Dear Arthur,
There's a firefly burning a hole in my pocket. A pocket filled with lint, sweet wrappers, coins, and words I could never say. Words that were too heavy to pull out when the time was right, and even more so when the time was wrong. Words that managed to somehow stitch themselves to the fabric of my being – content and resigned to live within this dark and dusty confine. There were so many words I wanted to say to you, I don't know how they managed to fit in my pocket – they must be in concentrated form where only the best letters get to stay. They live like a jigsaw puzzle – coming apart only when I go to stand or we go over a bump in the road.

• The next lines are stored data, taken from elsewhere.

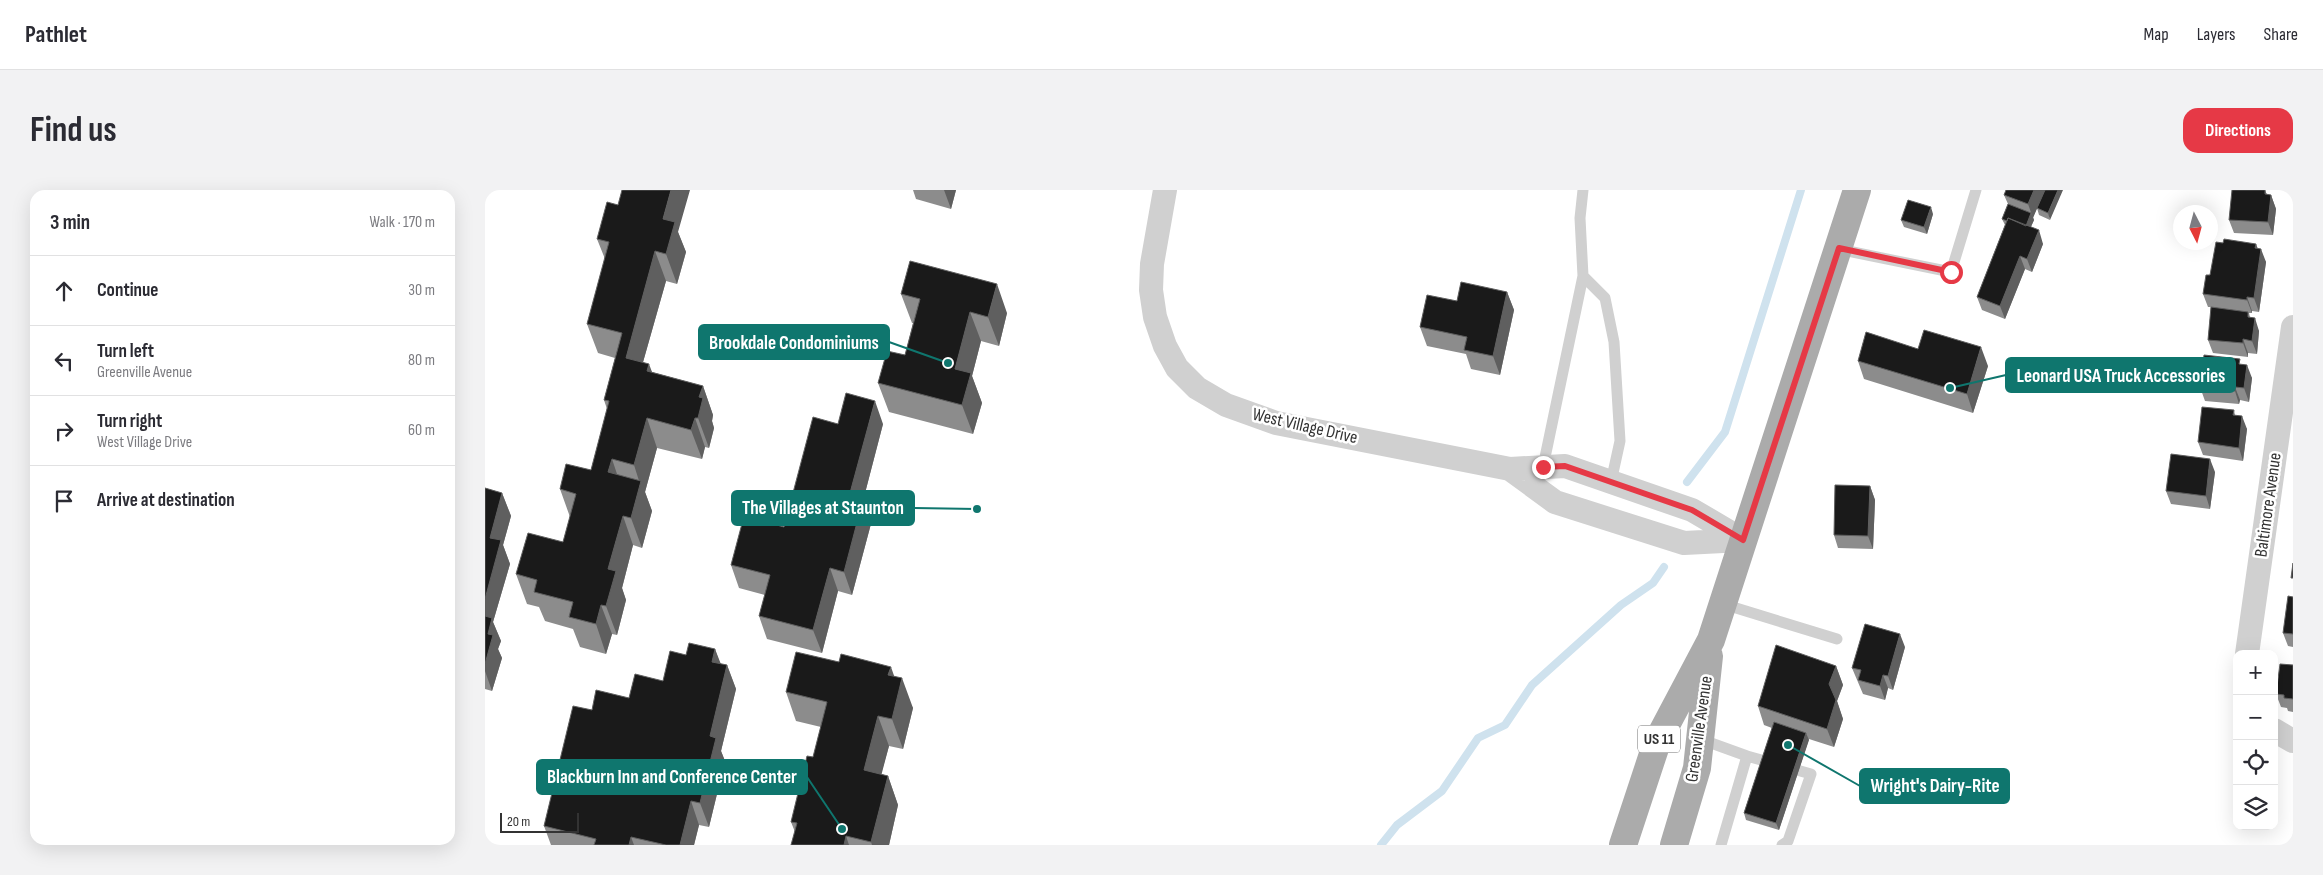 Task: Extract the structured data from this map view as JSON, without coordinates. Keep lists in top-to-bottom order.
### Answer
{
  "streets": {
    "main road": ["Greenville Avenue", "US 11"],
    "street": ["West Village Drive", "Baltimore Avenue"]
  },
  "crossings": [
    ["West Village Drive", "Greenville Avenue"]
  ],
  "places": [
    "Brookdale Condominiums",
    "Leonard USA Truck Accessories",
    "The Villages at Staunton",
    "Wright's Dairy-Rite",
    "Blackburn Inn and Conference Center"
  ],
  "scale_bar": "20 m",
  "north": "bottom",
  "page": {
    "header": "Pathlet",
    "nav": ["Map", "Layers", "Share"],
    "buttons": "Directions",
    "title": "Find us",
    "heading": ["3 min", "Walk · 170 m"],
    "list": [
      ["Continue", "30 m"],
      ["Turn left", "Greenville Avenue", "80 m"],
      ["Turn right", "West Village Drive", "60 m"],
      "Arrive at destination"
    ],
    "map_buttons": ["+", "−"],
    "scale": "20 m"
  }
} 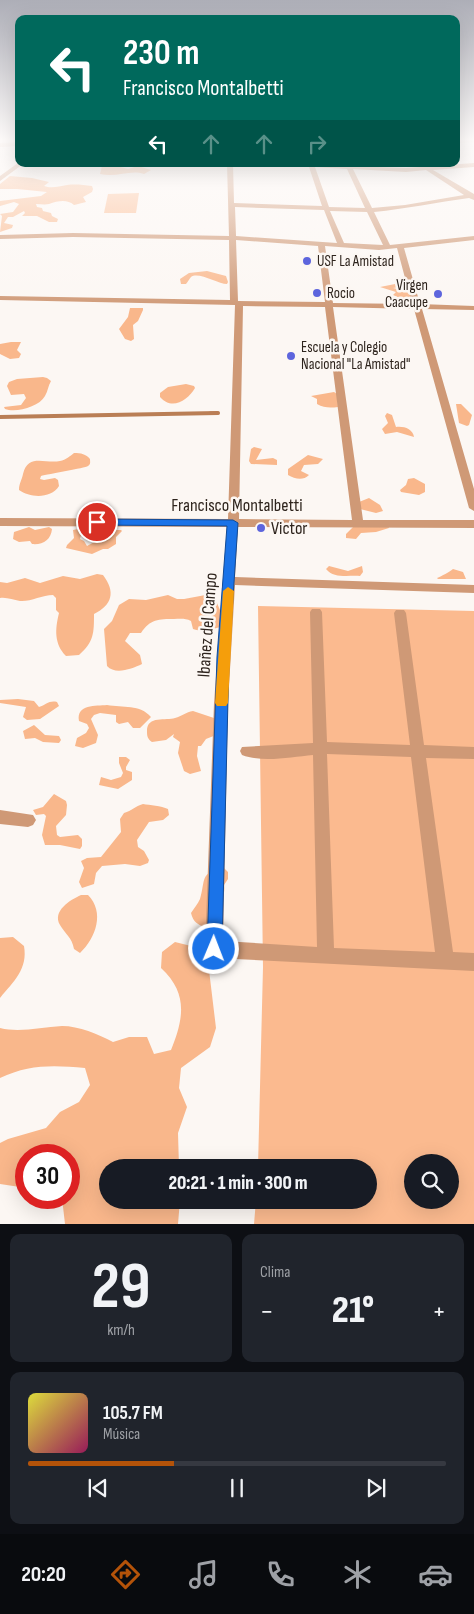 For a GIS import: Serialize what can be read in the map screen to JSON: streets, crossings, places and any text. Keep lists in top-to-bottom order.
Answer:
{
  "streets": {
    "street": ["Francisco Montalbetti", "Ibañez del Campo"]
  },
  "crossings": [
    ["Francisco Montalbetti", "Ibañez del Campo"]
  ],
  "places": [
    "USF La Amistad",
    "Rocio",
    "Virgen Caacupe",
    "Escuela y Colegio Nacional \"La Amistad\"",
    "Victor"
  ],
  "page": {
    "turn": ["230 m", "Francisco Montalbetti"],
    "limit": "30",
    "trip": "20:21 · 1 min · 300 m",
    "tile": [
      ["29", "km/h"],
      "Clima"
    ],
    "heat": ["−", "21°", "+"],
    "song": ["105.7 FM", "Música"],
    "tabs": "20:20"
  }
} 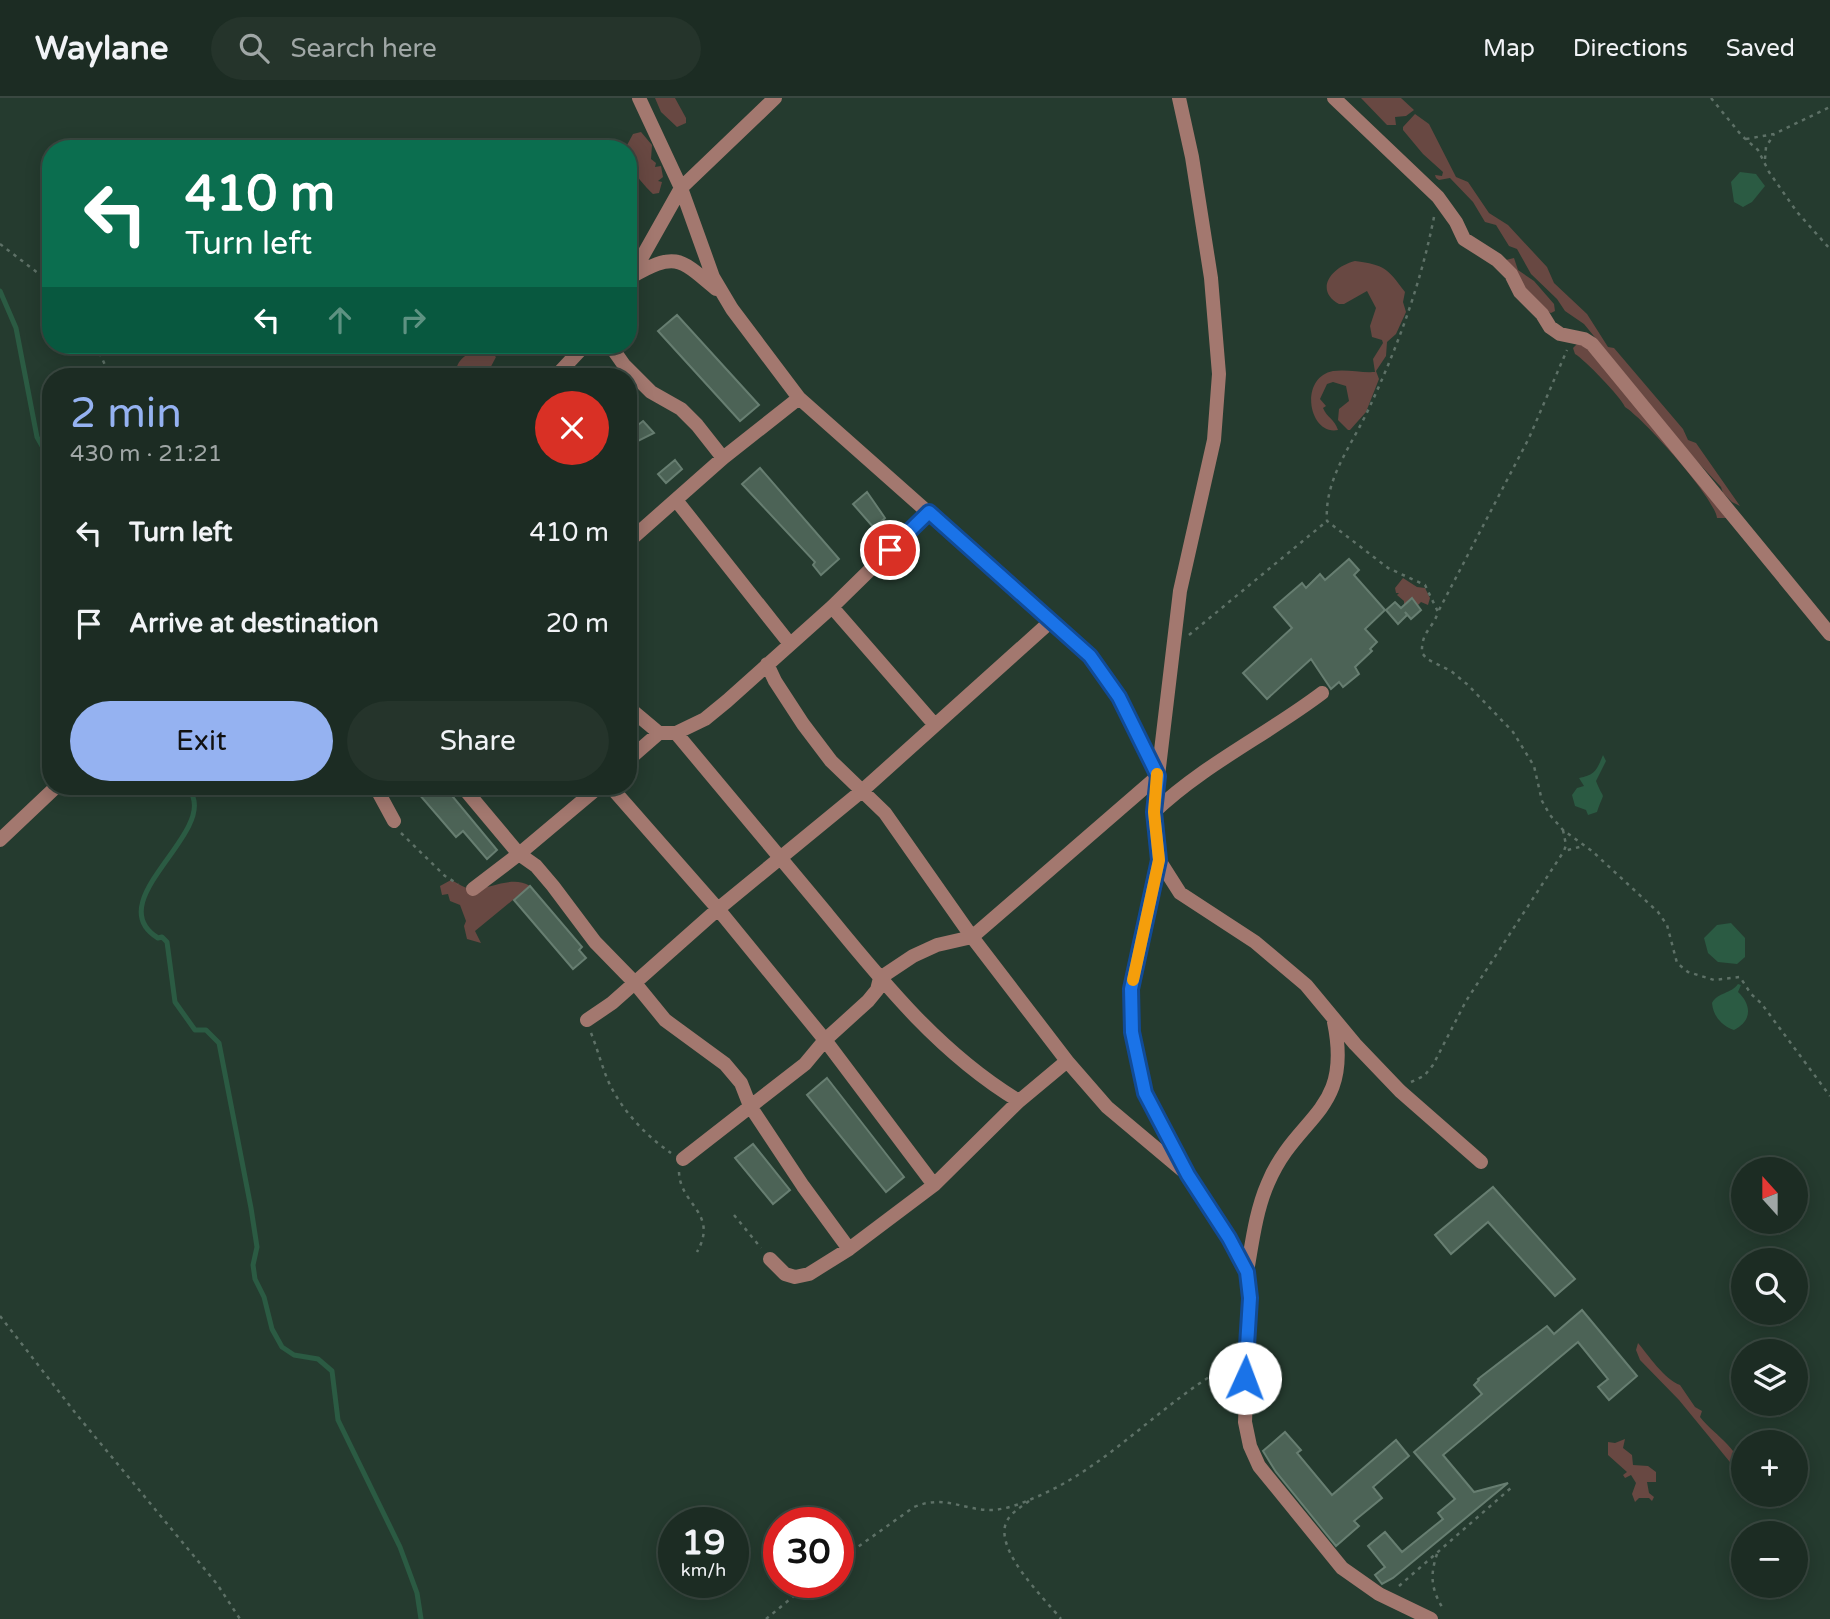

But the firefly, you see, that's the problem. Soon enough the hole will be large enough for the letters to trickle through and unbeknownst to me, I'll go through my day dropping letters like breadcrumbs from a fairy tale until my pockets will be so light I'll float off the ground up, up, up and never be found again.
Unless, that is, if you were to walk behind me. Would you notice? Would you notice the lonely letters littering the ground behind me? Or would you rather notice the dullness of my hair, the way the grey doesn't seem to catch the light? Or the rounded tilt to my shoulders? Or the way my knee seems to lock every few steps and I start limping until I feel the muscles loosen and the pain disappears?
Would you bend down and pick up the letters, even when I know that your hips ache and your knees hurt as mine do? Would you do that for me even if you weren't sure if the letters would mean anything at all? Would you do that simply because they've been warmed by my body, their edges sanded from the decades of rubbing against each other?
Would you recognise these eroded letters to be the one true secret I ever held from you?